La crise des « gilets jaunes » doit nous amener à nous interroger sur ses raisons profondes. L’une d’elles, si ce n’est la principale, trouve son origine dans le modèle à l’œuvre. La concentration des richesses et du développement sur quelques territoires urbains y accélère la rareté foncière et la hausse des prix de l’immobilier. La catégorie des locataires se vide petit à petit de ses membres les plus aisés, incapables qu’ils sont de payer des loyers de plus en plus élevés ; quant aux accédants à la propriété, ils s‘acharnent à réaliser leur rêve au prix de prêts de longues durées et de privations. Même ce modèle ne fonctionne plus vraiment : malgré toutes les incitations économiques ou fiscales, le nombre de propriétaires dans notre pays reste faible à 57 % ! Pour tous les autres, l’incapacité à trouver un logement au bon prix signifie presque toujours l’obligation de s’éloigner des grands centres urbains dans l’espoir de se loger à moins cher et la nécessité de disposer d’un ou de plusieurs véhicules. Quant à celles et ceux de nos concitoyens qui habitent dans les zones rurales, ils sont angoissés par le départ inexorable des jeunes vers les centres urbains, la raréfaction des services publics, le sentiment de déclassement…mais aussi par la chute inexorable des prix de l’immobilier ….car c’est petit à petit, le capital sur lequel on comptait pour ses vieux jours ou que l’on espérait léguer à ses enfants qui perd de sa valeur faute de demande suffisante.

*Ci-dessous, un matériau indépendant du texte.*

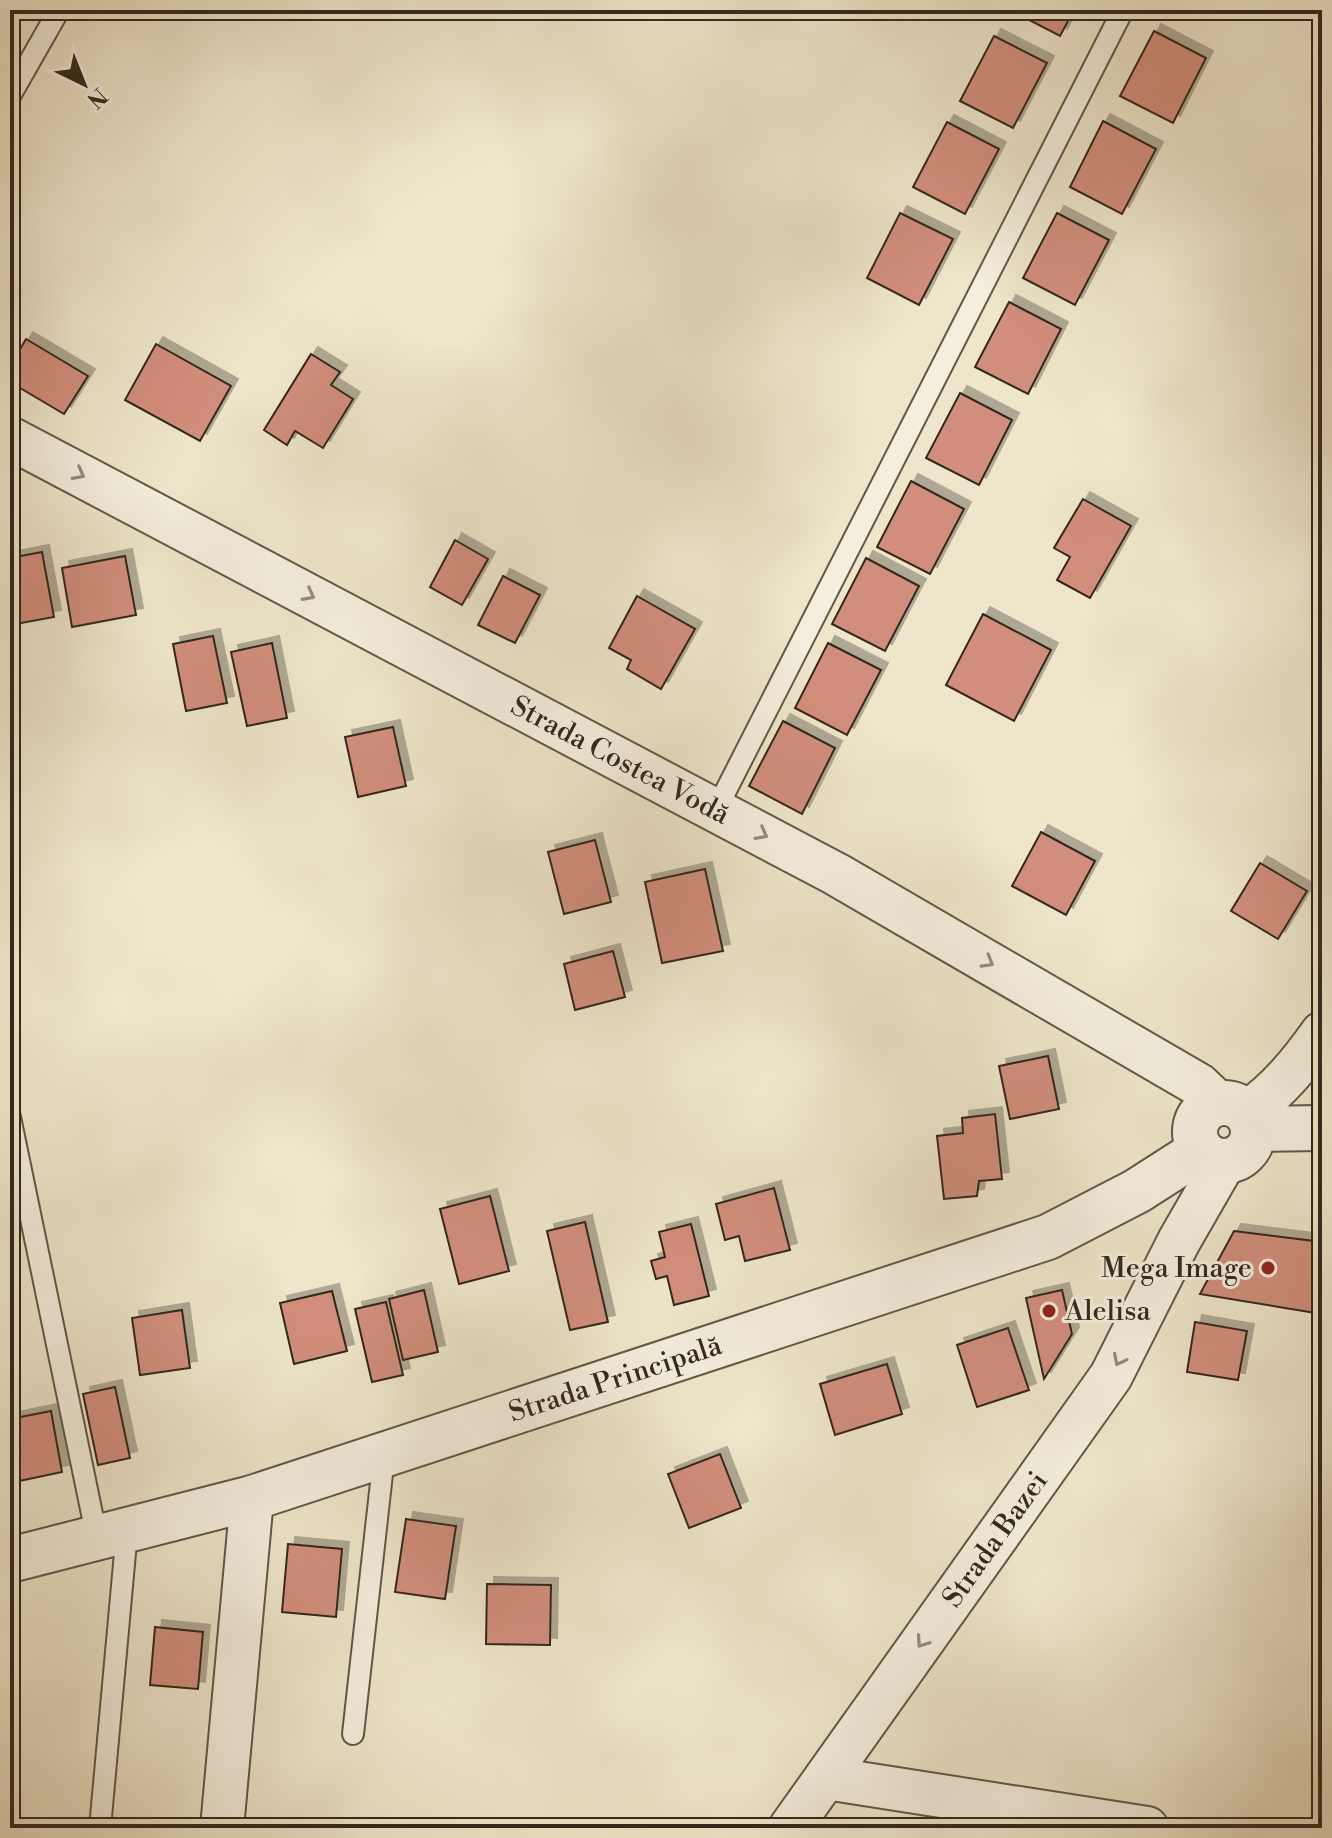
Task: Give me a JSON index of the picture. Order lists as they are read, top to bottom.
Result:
{
  "streets": {
    "street": ["Strada Costea Vodă", "Strada Principală", "Strada Bazei"]
  },
  "crossings": [
    ["Strada Costea Vodă", "Strada Principală"],
    ["Strada Costea Vodă", "Strada Bazei"],
    ["Strada Principală", "Strada Bazei"]
  ],
  "one_way": ["Strada Costea Vodă", "Strada Bazei"],
  "places": ["Mega Image", "Alelisa"],
  "north": "bottom right"
}
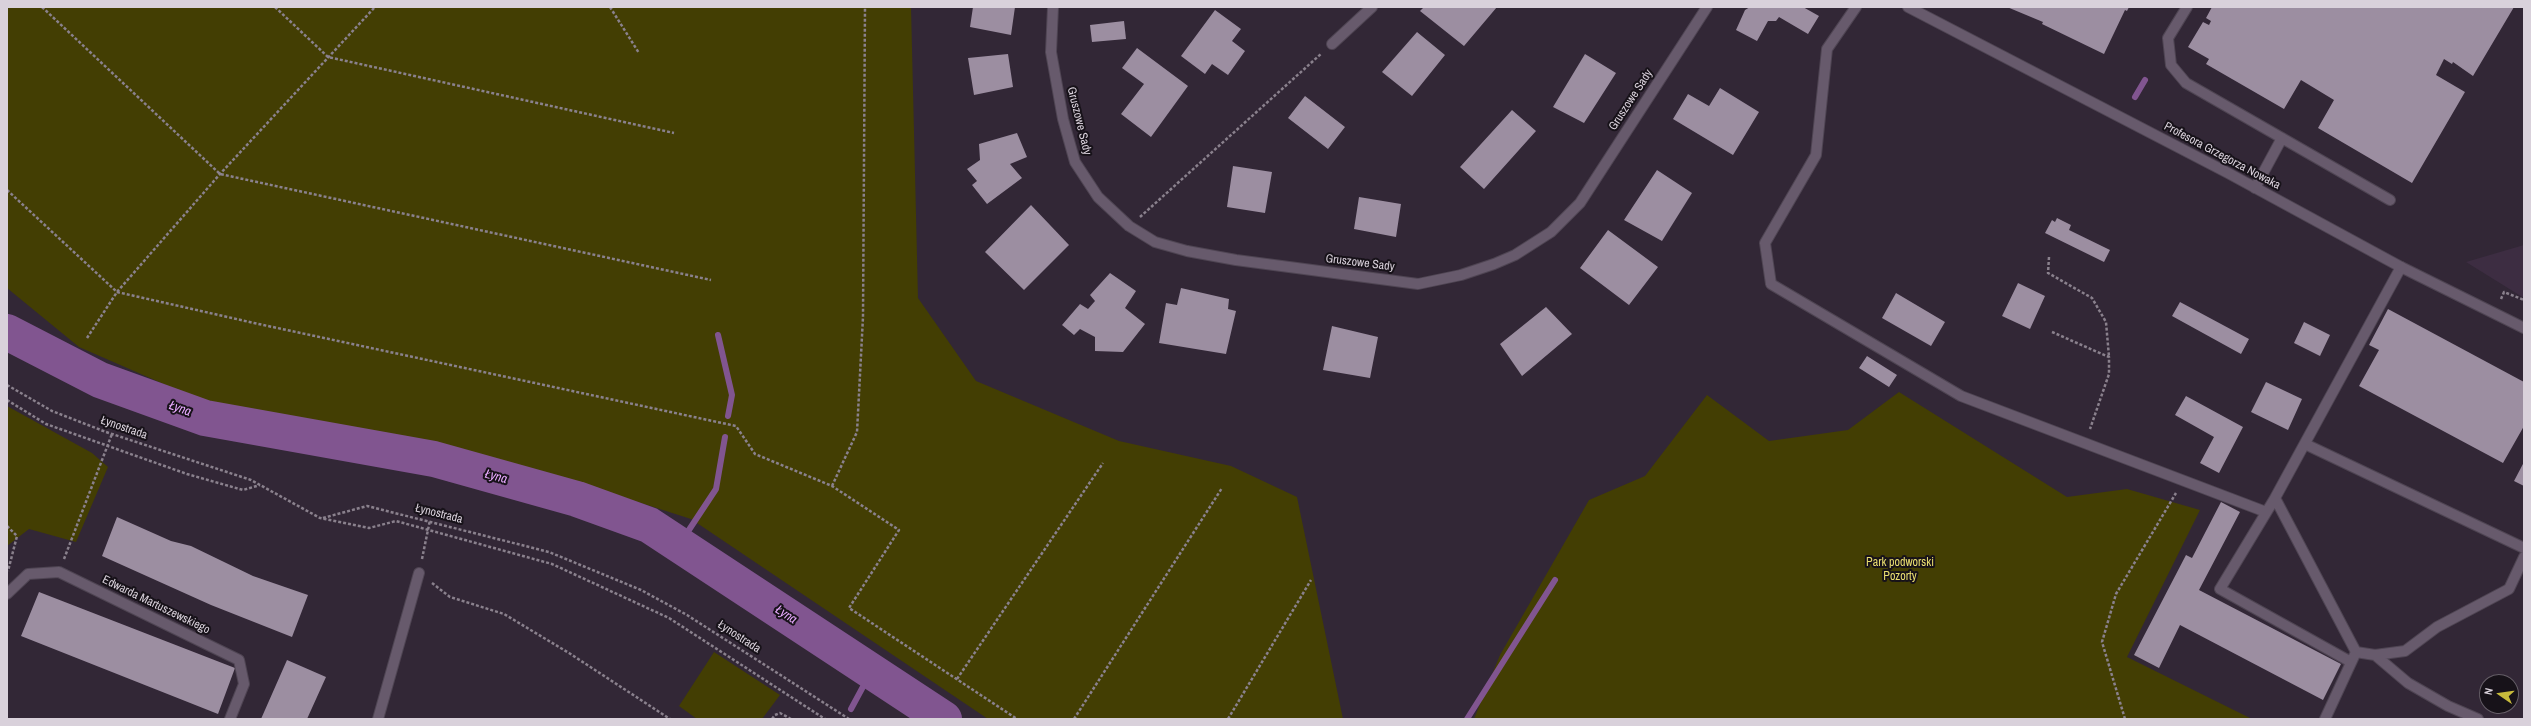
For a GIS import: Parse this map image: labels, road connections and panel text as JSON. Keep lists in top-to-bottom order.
{
  "streets": {
    "street": ["Gruszowe Sady", "Profesora Grzegorza Nowaka", "Edwarda Martuszewskiego"],
    "path": ["Łynostrada"]
  },
  "water": ["Łyna"],
  "parks": ["Park podworski Pozorty"],
  "north": "left"
}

Nous avons donc aujourd’hui deux marchés de l’immobilier dans notre pays. Le marché des grands centres urbains qui concentre le travail, la richesse, la nouvelle économie et dont les prix ne cessent d’augmenter. Sauf exception, seules les catégories aisées peuvent y accéder ! Le marché immobilier des zones périphériques et rurales accueille les ménages les plus modestes. Il est appelé à connaître compte-tenu des évolutions démographiques un déclin réel.
C’est bien le logement qui pèse le plus lourd dans le budget des ménages ! Selon l’Insee, le coût du logement représentait en 1959 9,3 % des revenus disponibles, c’est aujourd’hui 22,6 %. Les dépenses contraintes en 1959 représentaient près de 12 % du revenu disponible contre….30 % en 2016 !
Sauf à admettre cette évolution, nous devons travailler sur deux orientations.
La première est celle de l’aménagement du territoire. Un autre modèle est possible si l’on décide de mieux répartir les entreprises et l’emploi sur les territoires, d’y préserver les services publics, de soutenir le développement des transports en commun y compris là où cela n’est pas forcément rentable. L’Etat devrait aussi travailler à un nouveau mouvement de décentralisation des administrations de Paris vers la province et les villes moyennes. Il pourrait aussi inciter les grandes entreprises qui se trouvent en région parisienne et qui reçoivent des aides de l’Etat à renouer avec la province. Bien évidemment, tout cela n’est possible qu’à la condition supplémentaire mais nécessaire que les territoires bénéficient tous d’une bonne couverture Internet. Le télé-travail pourrait aussi y prendre toute sa place !
La deuxième orientation consiste à s’interroger sur deux points en relation avec les marchés fonciers et immobiliers des grands centres urbains. Est-il normal que le prix du foncier représente parfois jusqu’à 40 % du coût d’acquisition pour le ménage ? Il est plus que temps de placer la question de la rente foncière au cœur des politiques publiques. Certains territoires tentent de soustraire le foncier des griffes du marché par des politiques d’acquisition et d’urbanisme ambitieuses ou encore par la mise en place d’outils permettant la dissociation du prix du foncier et de l’immobilier. Mais peut-être faudra-t-il tout simplement s’interroger, un jour, sur la propriété du sol dans les zones tendues ? Doit-il rester, quand l’intérêt général est en jeu, entre les mains de propriétaires privés ? Quant aux politiques de l’habitat qui, quand elles sont bien menées, permettent de répartir plus harmonieusement les populations sur un territoire, reconnaissons qu’elles ne sont pas toujours la préoccupation première de certains élus.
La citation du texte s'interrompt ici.